● SOURCE INFORMATION
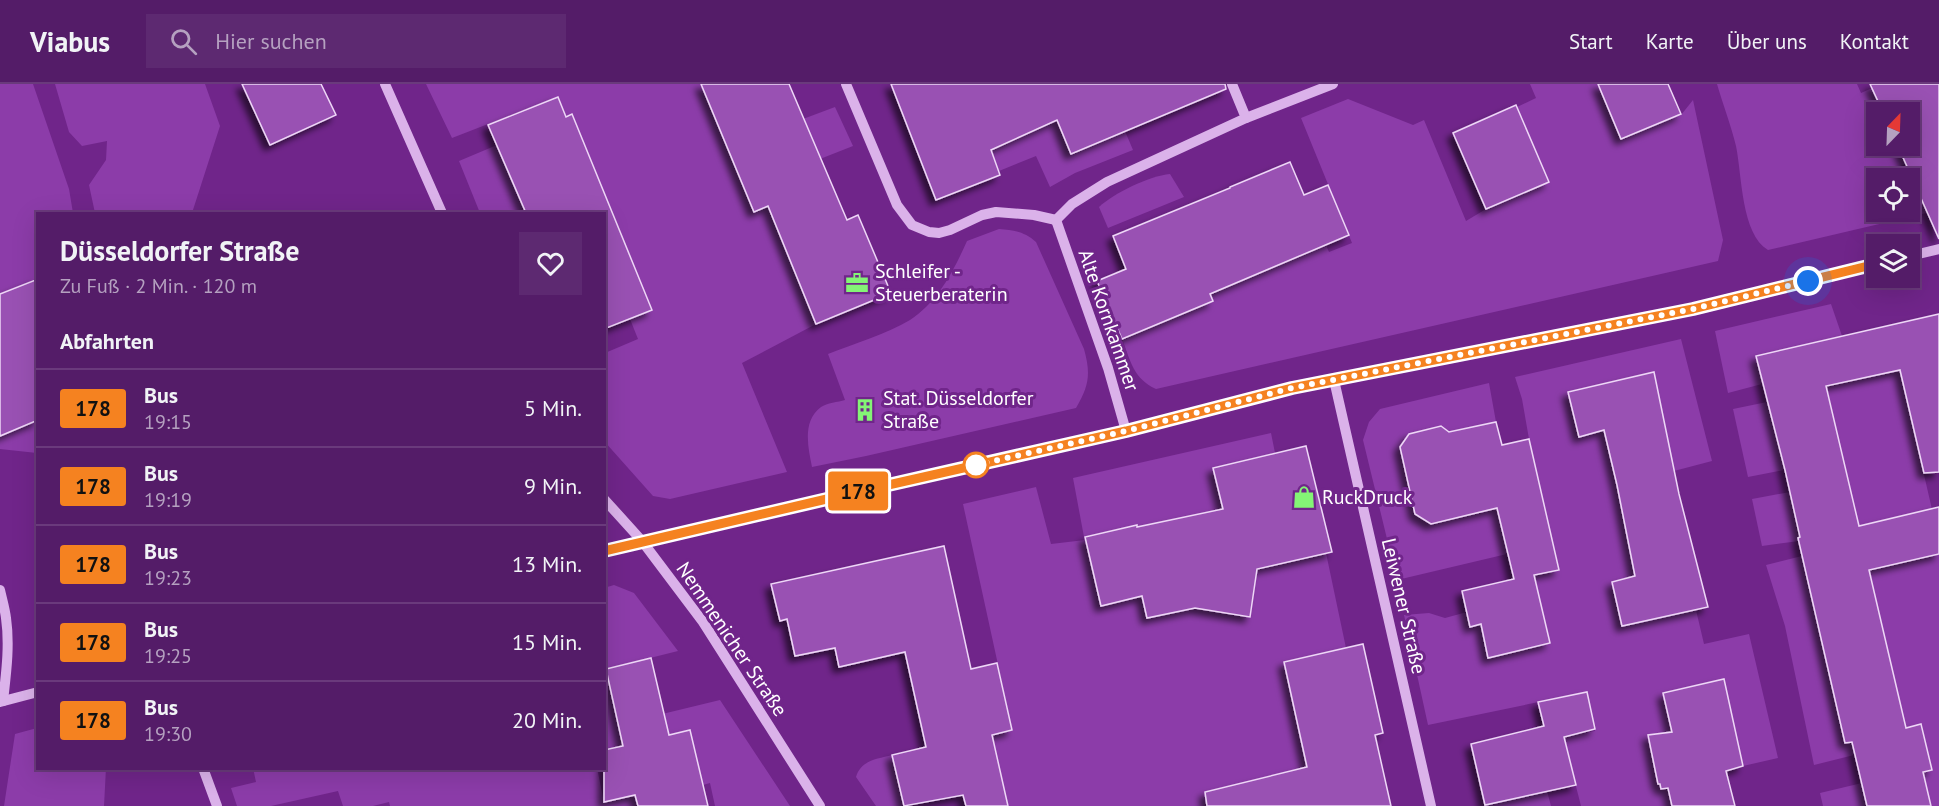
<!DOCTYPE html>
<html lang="de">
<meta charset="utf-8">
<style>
:root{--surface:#541c68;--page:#5d2971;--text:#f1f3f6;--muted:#b5a1c0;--line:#6a3a7c}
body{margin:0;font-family:"PT Sans",sans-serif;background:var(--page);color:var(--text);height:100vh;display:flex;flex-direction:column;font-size:22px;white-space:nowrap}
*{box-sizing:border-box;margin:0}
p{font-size:20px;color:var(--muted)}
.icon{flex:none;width:33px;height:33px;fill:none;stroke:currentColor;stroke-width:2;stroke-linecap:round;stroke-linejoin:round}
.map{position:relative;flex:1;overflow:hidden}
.panel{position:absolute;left:36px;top:128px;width:570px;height:558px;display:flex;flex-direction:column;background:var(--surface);border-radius:0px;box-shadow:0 6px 24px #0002,0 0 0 2px var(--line)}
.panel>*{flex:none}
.badge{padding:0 12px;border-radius:4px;font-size:21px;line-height:39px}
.needle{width:39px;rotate:23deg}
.fabs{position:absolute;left:1866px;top:18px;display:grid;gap:12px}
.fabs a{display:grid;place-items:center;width:54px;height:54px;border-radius:0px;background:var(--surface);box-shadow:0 6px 24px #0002,0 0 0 2px var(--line);font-size:30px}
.you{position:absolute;width:30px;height:30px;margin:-15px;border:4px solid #fff;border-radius:50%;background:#1a73e8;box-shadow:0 0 0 9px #1a73e833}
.map>.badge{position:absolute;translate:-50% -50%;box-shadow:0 0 0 3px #fff}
h2{padding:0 24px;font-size:22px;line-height:54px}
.round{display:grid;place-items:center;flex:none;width:63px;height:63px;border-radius:0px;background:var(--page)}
.overview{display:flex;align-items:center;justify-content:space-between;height:102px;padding:0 24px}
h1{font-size:28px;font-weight:700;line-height:45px}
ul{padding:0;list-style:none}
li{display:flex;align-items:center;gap:18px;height:78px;padding:0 24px;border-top:2px solid var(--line)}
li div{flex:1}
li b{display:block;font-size:22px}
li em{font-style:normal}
li .badge{min-width:66px;font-weight:700;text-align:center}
header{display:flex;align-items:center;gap:36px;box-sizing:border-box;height:84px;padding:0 30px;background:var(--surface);border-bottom:2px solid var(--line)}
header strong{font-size:28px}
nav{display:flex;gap:33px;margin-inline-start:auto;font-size:21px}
.search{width:420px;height:54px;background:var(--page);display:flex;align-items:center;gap:15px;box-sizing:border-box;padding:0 21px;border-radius:0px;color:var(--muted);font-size:22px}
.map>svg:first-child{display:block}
</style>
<header>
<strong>Viabus</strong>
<div class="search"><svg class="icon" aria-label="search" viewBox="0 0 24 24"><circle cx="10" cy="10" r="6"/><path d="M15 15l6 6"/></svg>Hier suchen</div>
<nav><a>Start</a><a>Karte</a><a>Über uns</a><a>Kontakt</a></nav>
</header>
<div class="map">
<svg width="1939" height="722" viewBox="0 0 1939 722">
<defs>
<filter id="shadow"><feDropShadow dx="-5.5" dy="5.5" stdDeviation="3" flood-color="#0009"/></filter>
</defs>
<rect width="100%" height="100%" fill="#70258a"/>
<g fill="#8c3ca9">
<polygon points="0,0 33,0 69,105 73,129 38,129 37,369 0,365"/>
<polygon points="55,0 205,0 220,42 192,129 95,129 89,101 106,76 107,57 82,62 69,48"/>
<polygon points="426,0 701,0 754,128 777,119 784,162 816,240 742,279 787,388 670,415 653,412 604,357 605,269 638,255 630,235 652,226 572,30 566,33 558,13 452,54"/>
<polygon points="1105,0 1133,66 1075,89 1050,103 1036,72 999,87 990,66"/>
<path d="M1530,0H1610L1601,8L1622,55L1681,31L1693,16L1723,156L1718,177L1156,305C1133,294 1131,278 1122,255L1151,243L1145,226L1226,203L1326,161L1329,168L1352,159L1301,34L1348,15L1413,41L1424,36L1466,137L1486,125L1549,98L1517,23L1536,14Z"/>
<path d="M1717,0H1857L1861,9L1881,0L1899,12L1906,28H1876V62H1898L1906,80L1898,83L1903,94H1876V128H1910V106L1939,93V126L1768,166C1741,150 1742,91 1736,62C1731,41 1723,21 1717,0Z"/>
<polygon points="835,23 853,62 820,75 803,35"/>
<polygon points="497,61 527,115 521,118 525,129 480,129 459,77"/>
<path d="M1170,90L1184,113L1108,144L1099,123C1114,109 1149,92 1170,90Z"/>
<path d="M999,145C1014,146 1025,148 1036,158L1084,265C1091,290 1089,302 1076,324L866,372L812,383C808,363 802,337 821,323C827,319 838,318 845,316L828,270C853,260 887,250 910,236C938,218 954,186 967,157Z"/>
<polygon points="1831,220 1842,252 1757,272 1762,300 1728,309 1715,247"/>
<polygon points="1681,255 1712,377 1674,387 1654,288 1568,308 1579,352 1604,346 1639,491 1612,498 1622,542 1696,526 1704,560 1749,550 1778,674 1743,682 1723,595 1663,609 1672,648 1648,652 1658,700 1661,705 1668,706 1672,722 1581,722 1568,671 1558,654 1595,647 1587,608 1428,641 1404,531 1429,529 1445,534 1467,528 1470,542 1481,540 1488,574 1550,559 1534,491 1559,485 1553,459 1397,496 1363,356 1369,338 1380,325 1489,299 1496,338 1449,348 1441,342 1409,350 1401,363 1415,430 1529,355 1522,315 1515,293"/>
<polygon points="1900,286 1939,456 1939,722 1931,722 1916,689 1931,685 1922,641 1899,647 1884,550 1823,564 1845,659 1862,655 1862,669 1814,681 1785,542 1766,481 1802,472 1809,500 1884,436 1857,442 1827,303"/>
<polygon points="1767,318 1784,386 1748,393 1733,325"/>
<polygon points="1271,349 1275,369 1213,384 1219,408 1326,469 1346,564 1284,579 1304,666 1311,682 1250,697 1255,722 1008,722 992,651 1012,645 963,420 1036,403 1051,460 1085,456 1101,522 1142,512 1148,534 1189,525 1137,441 1084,453 1073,394"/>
<polygon points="1790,408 1799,457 1762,462 1752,415"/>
<polygon points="614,501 634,509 678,567 606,585 621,640 720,616 790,722 715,722 710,699 703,701 689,646 605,666 604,504"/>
<polygon points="37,644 38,684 106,684 104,722 4,722 15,650"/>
<path d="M892,671L904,722H876L856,693C861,676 877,675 892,671Z"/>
<polygon points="253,684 597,684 604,718 635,711 638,722 390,722 389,718 373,722 343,722 338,707 271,722 237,722 231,704 256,698"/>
<polygon points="1862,699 1867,722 1823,722 1820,709"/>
<polygon points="1547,707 1551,722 1485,722 1485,721"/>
</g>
<g fill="#9951b3" stroke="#eed7f7" stroke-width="1.5" filter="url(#shadow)">
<polygon points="242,0 321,0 336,31 270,61"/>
<polygon points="701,0 789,0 847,136 858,131 891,209 816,240 768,122 754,128"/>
<polygon points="891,0 1225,0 1226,5 1071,70 1057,36 991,66 1000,91 936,116"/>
<polygon points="1598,0 1668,0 1681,30 1621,55"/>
<polygon points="1870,0 1939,0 1939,155 1898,62 1910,62 1910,28 1883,28"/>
<polygon points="558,13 566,33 572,30 652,226 604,245 604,129 526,129 488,41"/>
<polygon points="1516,21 1549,98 1486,125 1453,49"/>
<polygon points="1290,78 1304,111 1328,101 1349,151 1210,210 1213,217 1122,255 1097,197 1126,185 1113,152 1230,104 1230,103"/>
<polygon points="38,195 38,336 0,352 0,210"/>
<polygon points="1939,230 1939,388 1924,389 1900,286 1826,302 1859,442 1939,423 1939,470 1869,486 1906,644 1921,640 1932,686 1923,688 1931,722 1867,722 1852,658 1845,659 1798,454 1800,453 1785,386 1756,272"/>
<polygon points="1654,288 1679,410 1708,523 1622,542 1612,498 1635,492 1617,401 1604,346 1579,353 1568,308"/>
<polygon points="1496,338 1502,361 1529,355 1559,486 1534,491 1550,559 1488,574 1481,540 1470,543 1462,507 1514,495 1497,424 1431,440 1415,430 1400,363 1409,350 1441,342 1449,348"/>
<polygon points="1306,362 1332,468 1257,485 1250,533 1195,524 1147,534 1142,512 1101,522 1085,453 1137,441 1137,443 1223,425 1213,384"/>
<polygon points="944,462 971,585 997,579 1012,646 992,651 1008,722 966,722 963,711 904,722 892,671 926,663 905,568 839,583 835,564 795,572 787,535 780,537 771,500"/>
<polygon points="1363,560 1383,649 1375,651 1391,722 1207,722 1205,708 1307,683 1284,578"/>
<polygon points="651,574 669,651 690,646 708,722 638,722 635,711 604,718 604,666 623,662 606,585"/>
<polygon points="1724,595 1743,682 1726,687 1735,722 1672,722 1668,704 1661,705 1660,700 1658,700 1648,651 1672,648 1663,609"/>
<polygon points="1587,608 1595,645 1564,653 1576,701 1485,721 1471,660 1544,642 1538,618"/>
</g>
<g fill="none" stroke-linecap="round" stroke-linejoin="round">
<g stroke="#dbb2ea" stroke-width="10">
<polyline points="385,0 442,129"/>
<polyline points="846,0 897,121 912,141 929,148 939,149 950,146 982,131 996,128 1034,131 1056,136"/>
<polyline points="1246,34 1333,0"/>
<polyline points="1056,136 1072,120 1107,98 1246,34 1232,0"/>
<polyline points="1056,136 1108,284 1126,347"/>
<polyline points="1910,172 1939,165"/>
<polyline points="1334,296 1431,722"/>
<polyline points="604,415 642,457 703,538 820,722"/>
<polyline points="604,467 844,411 1126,347 1292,304 1693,225 1876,180"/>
<path d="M0,506C2,515 5,525 6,534C10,562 6,590 3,617"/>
<polyline points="0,618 38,608"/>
<polyline points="203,684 217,722"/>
</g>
</g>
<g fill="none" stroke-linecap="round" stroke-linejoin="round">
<g stroke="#fff" stroke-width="14">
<polyline id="line" points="604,467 844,411 1126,347 1292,304 1693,225 1876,180"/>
</g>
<use href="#line" stroke="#f58220" stroke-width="9"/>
<polyline stroke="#fff" stroke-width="6" stroke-dasharray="0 10.8" points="976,381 1126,347 1292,304 1693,225 1808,197"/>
</g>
<defs>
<g id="office-bare" transform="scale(1.8)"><path d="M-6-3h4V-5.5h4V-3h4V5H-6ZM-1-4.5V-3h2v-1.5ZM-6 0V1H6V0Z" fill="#84f476" stroke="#70258a" stroke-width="2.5" paint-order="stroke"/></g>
<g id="building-bare" transform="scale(1.8)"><path d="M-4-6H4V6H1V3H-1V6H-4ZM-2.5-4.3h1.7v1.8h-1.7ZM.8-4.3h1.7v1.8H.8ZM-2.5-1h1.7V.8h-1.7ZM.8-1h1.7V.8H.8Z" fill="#84f476" stroke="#70258a" stroke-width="2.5" paint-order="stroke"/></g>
<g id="shop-bare" transform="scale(1.8)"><path d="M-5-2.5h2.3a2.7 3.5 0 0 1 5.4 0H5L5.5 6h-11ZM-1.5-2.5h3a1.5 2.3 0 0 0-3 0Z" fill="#84f476" stroke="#70258a" stroke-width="2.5" paint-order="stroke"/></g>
</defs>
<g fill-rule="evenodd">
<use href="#office-bare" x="857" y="199"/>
<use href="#building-bare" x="865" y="326"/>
<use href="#shop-bare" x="1304" y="413"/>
</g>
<circle fill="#fff" stroke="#f58220" stroke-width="3" cx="976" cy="381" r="12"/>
<g text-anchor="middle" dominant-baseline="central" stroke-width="6" stroke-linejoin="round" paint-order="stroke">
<g font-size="20" fill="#fff" stroke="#70258a" text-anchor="start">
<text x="875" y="187">Schleifer -<tspan x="875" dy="23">Steuerberaterin</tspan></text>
<text x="883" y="314">Stat. Düsseldorfer<tspan x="883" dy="23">Straße</tspan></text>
<text x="1322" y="413">RuckDruck</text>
</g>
<g font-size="20" fill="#fff" stroke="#70258a">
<text transform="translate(1109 236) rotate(71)">Alte Kornkammer</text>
<text transform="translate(1404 522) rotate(77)">Leiwener Straße</text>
<text transform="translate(732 555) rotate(56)">Nemmenicher Straße</text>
</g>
</g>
</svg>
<div class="fabs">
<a><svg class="needle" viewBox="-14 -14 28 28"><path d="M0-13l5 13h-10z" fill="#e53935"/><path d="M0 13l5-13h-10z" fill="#b5a1c0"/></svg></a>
<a><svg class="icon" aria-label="locate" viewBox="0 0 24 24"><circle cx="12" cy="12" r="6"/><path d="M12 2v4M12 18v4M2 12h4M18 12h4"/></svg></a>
<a><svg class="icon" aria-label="layers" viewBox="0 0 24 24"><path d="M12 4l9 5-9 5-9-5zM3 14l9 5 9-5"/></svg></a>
</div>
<div class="you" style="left:1808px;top:197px"></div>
<b class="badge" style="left:858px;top:407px;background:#f58220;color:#111">178</b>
<section class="panel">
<div class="overview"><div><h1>Düsseldorfer Straße</h1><p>Zu Fuß · 2 Min. · 120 m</p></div><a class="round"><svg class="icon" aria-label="heart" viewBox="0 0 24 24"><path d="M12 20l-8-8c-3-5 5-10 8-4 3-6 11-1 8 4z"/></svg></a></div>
<h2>Abfahrten</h2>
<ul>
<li><span class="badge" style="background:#f58220;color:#111">178</span><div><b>Bus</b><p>19:15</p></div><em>5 Min.</em></li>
<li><span class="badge" style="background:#f58220;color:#111">178</span><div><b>Bus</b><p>19:19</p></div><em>9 Min.</em></li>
<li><span class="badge" style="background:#f58220;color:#111">178</span><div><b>Bus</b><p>19:23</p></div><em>13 Min.</em></li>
<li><span class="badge" style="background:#f58220;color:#111">178</span><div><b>Bus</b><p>19:25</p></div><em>15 Min.</em></li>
<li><span class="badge" style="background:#f58220;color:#111">178</span><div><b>Bus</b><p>19:30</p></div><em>20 Min.</em></li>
</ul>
</section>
</div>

● ACTION ITEM
Your answer should consist of all lines in the listing above that contain "fabs".

● ANSWER SECTION
.fabs{position:absolute;left:1866px;top:18px;display:grid;gap:12px}
.fabs a{display:grid;place-items:center;width:54px;height:54px;border-radius:0px;background:var(--surface);box-shadow:0 6px 24px #0002,0 0 0 2px var(--line);font-size:30px}
<div class="fabs">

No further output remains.